### EXERCISE OBJECTIVE:
Whenever the string "from" appears in a line below, please copy the line out.

RECORDS FOR THE EXERCISE below:

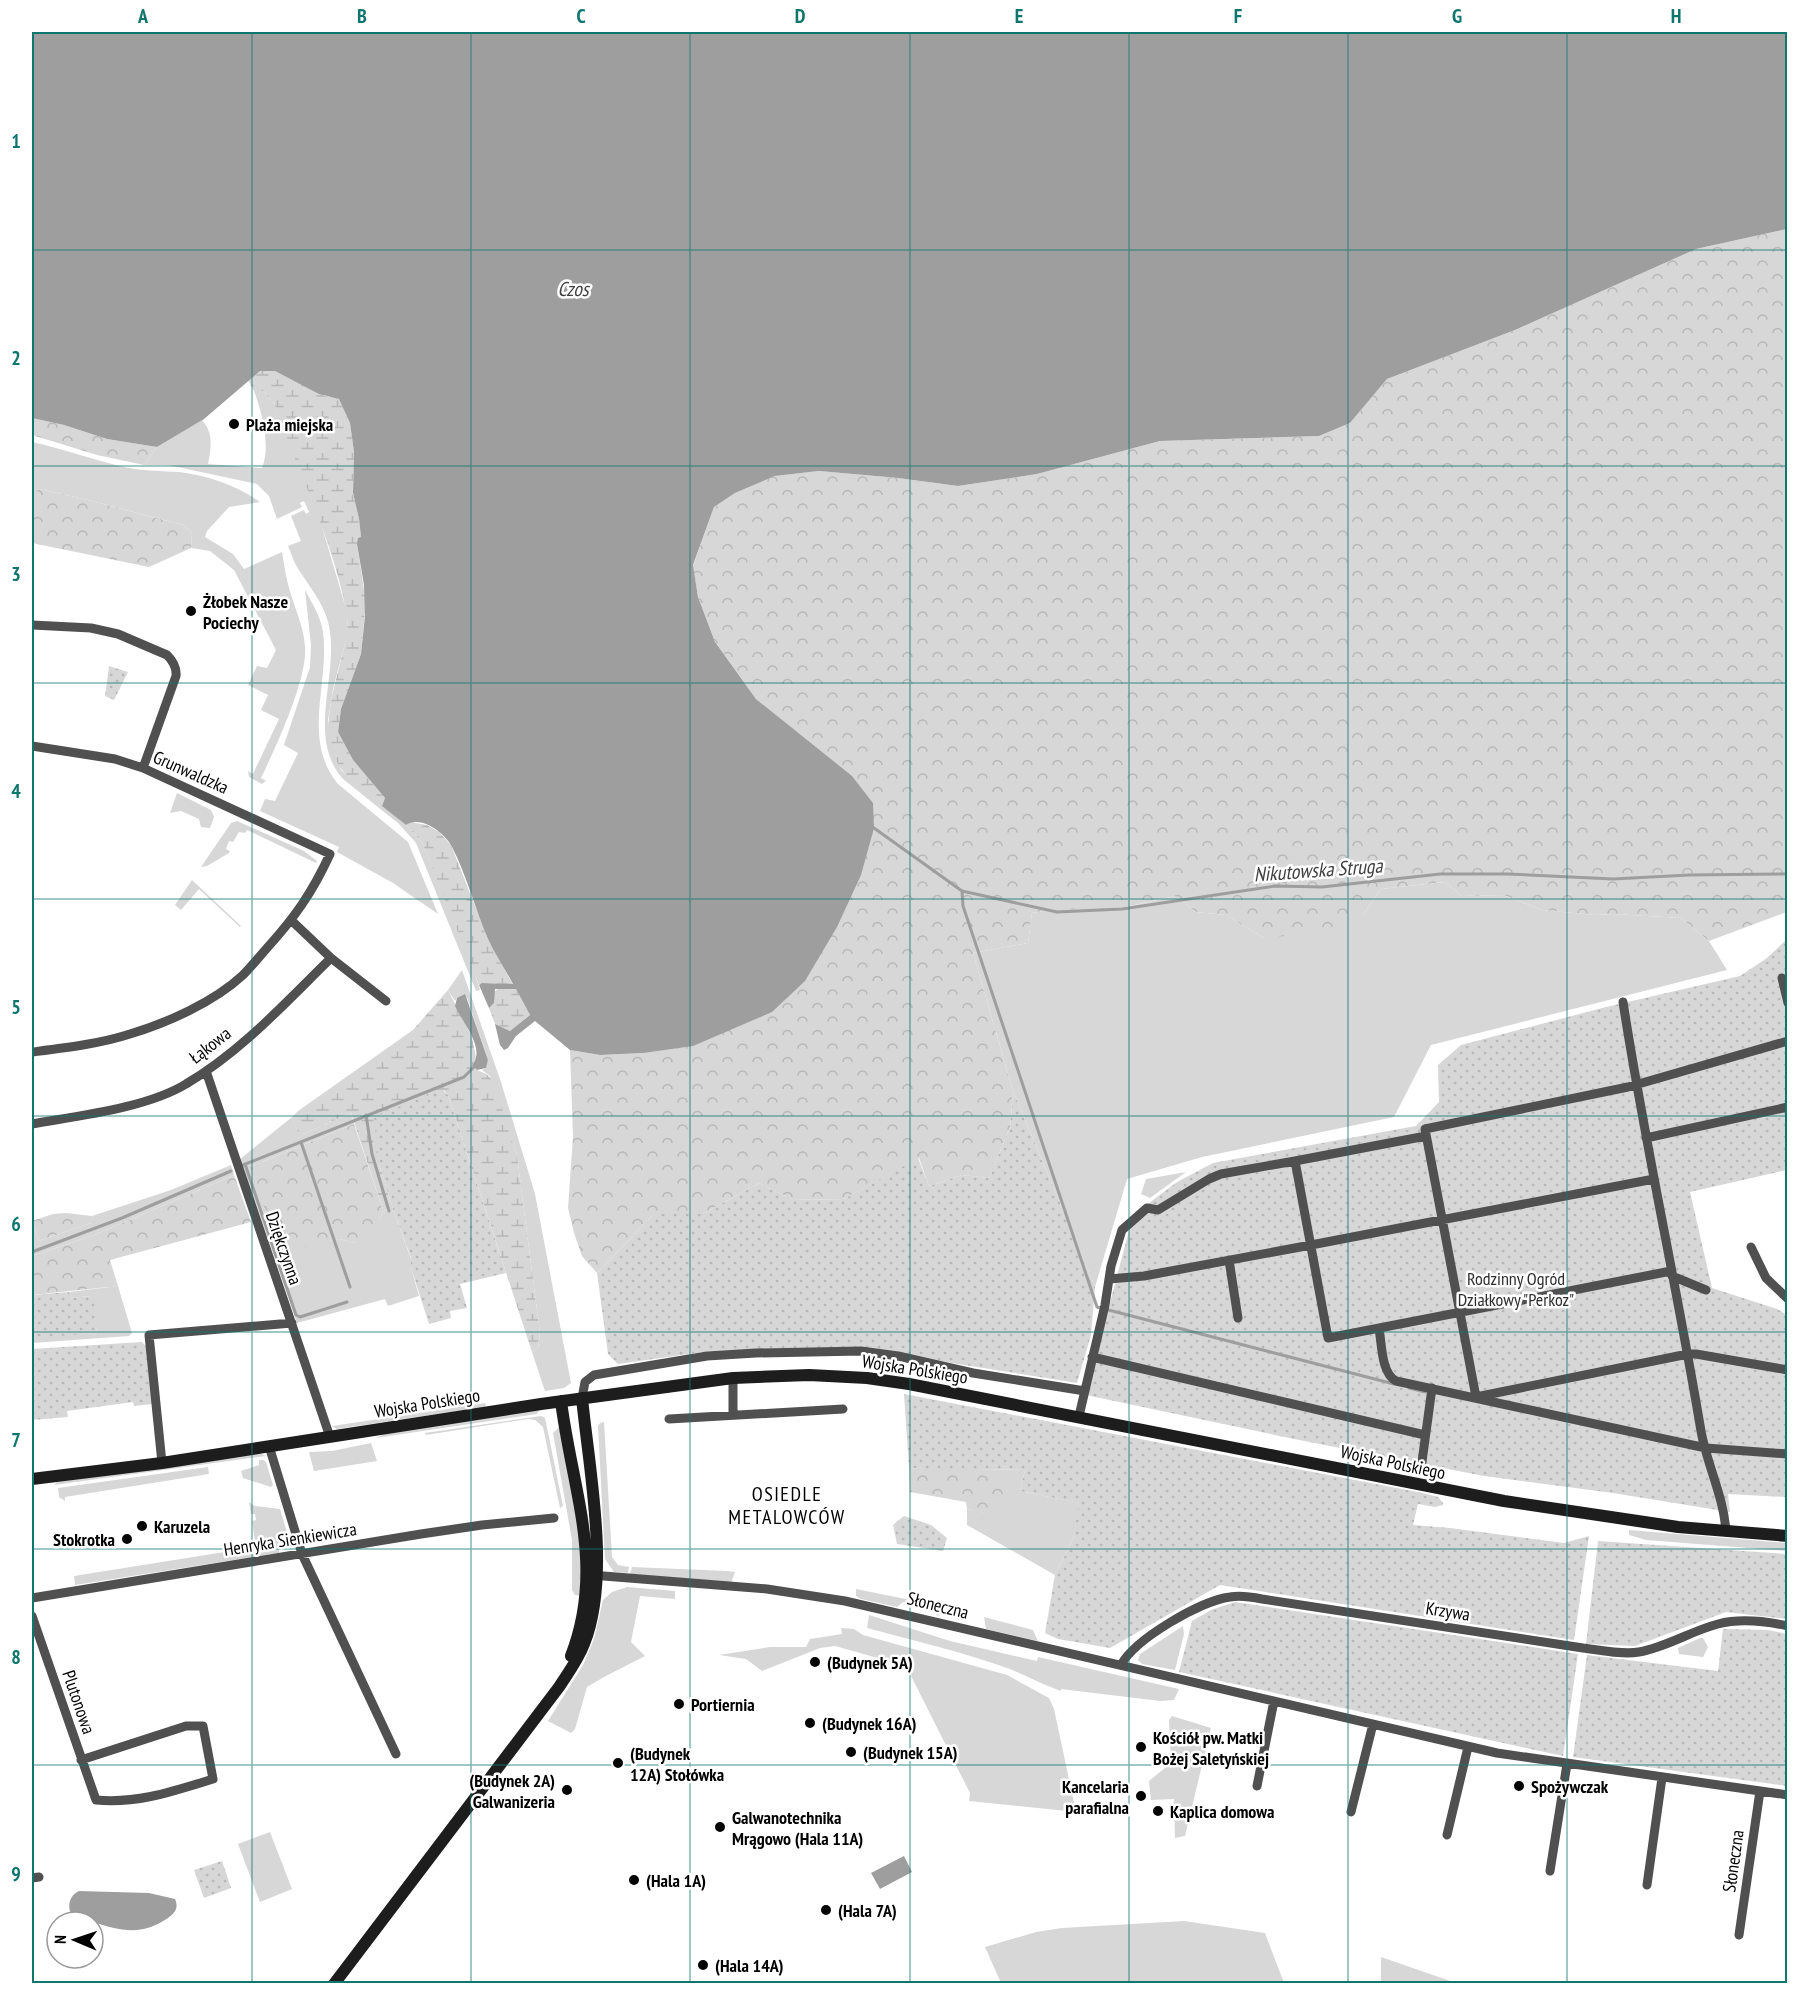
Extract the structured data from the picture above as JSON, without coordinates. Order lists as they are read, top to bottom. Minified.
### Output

End of RECORDS FOR THE EXERCISE.
RECORDS FOR THE EXERCISE below:

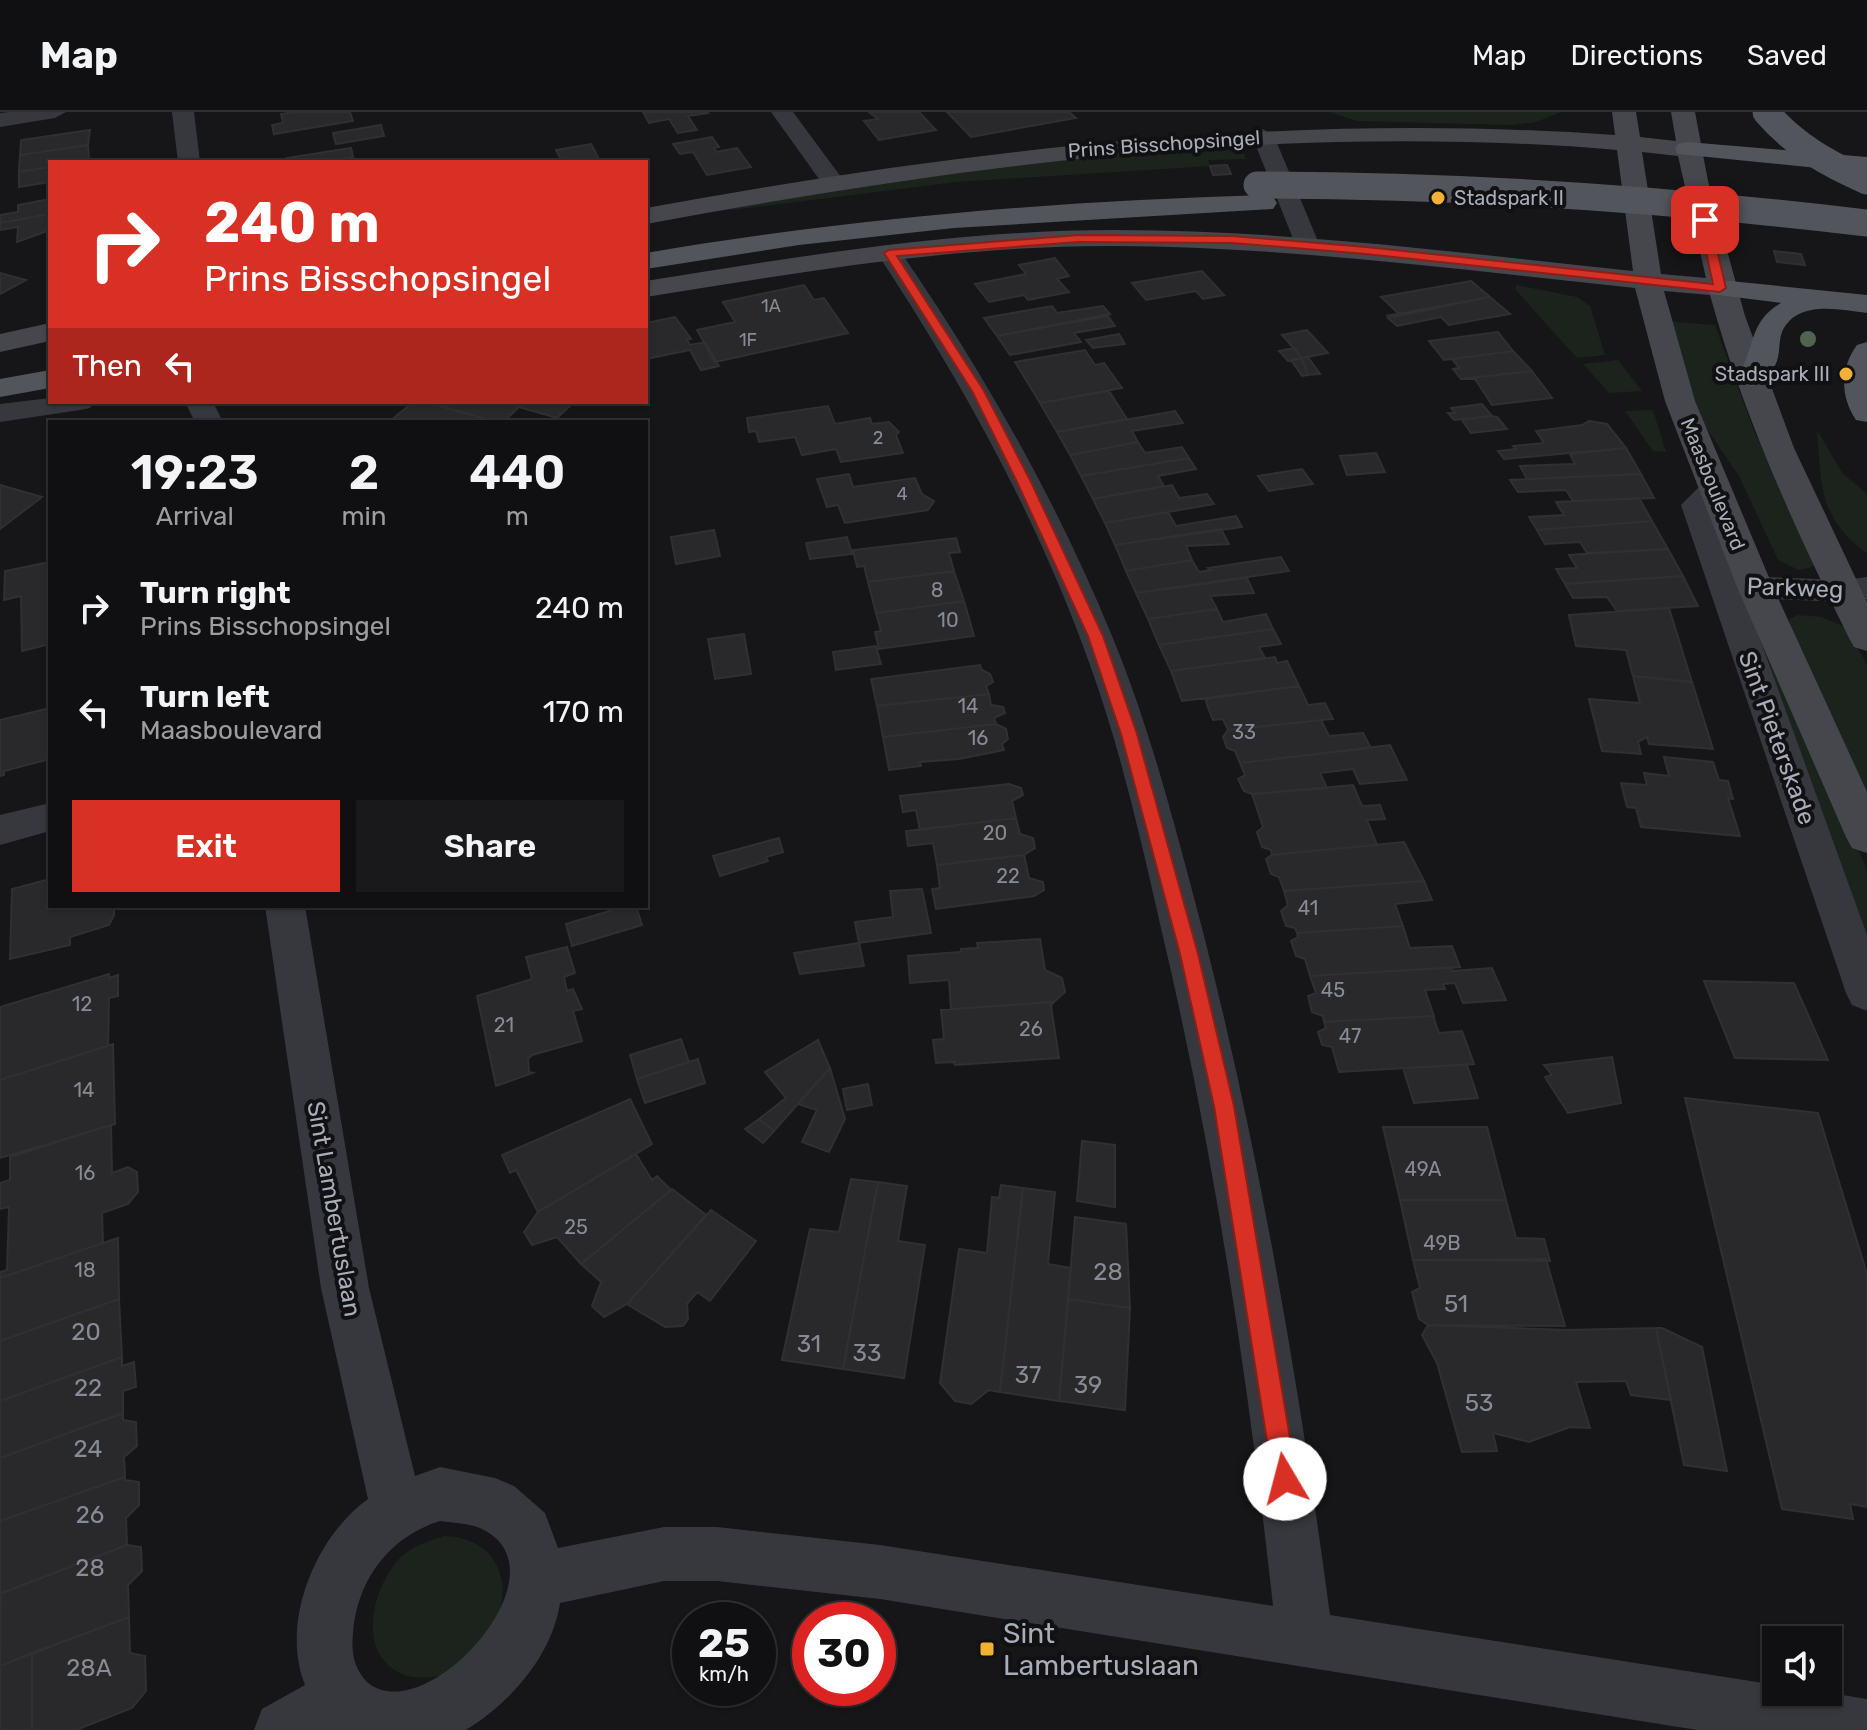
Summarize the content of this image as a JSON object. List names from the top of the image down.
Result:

End of RECORDS FOR THE EXERCISE.

### YOUR RESPONSE:
Extract the structured data from the picture above as JSON, without coordinates. Order lists as they are read, top to bottom. Minified.
Summarize the content of this image as a JSON object. List names from the top of the image down.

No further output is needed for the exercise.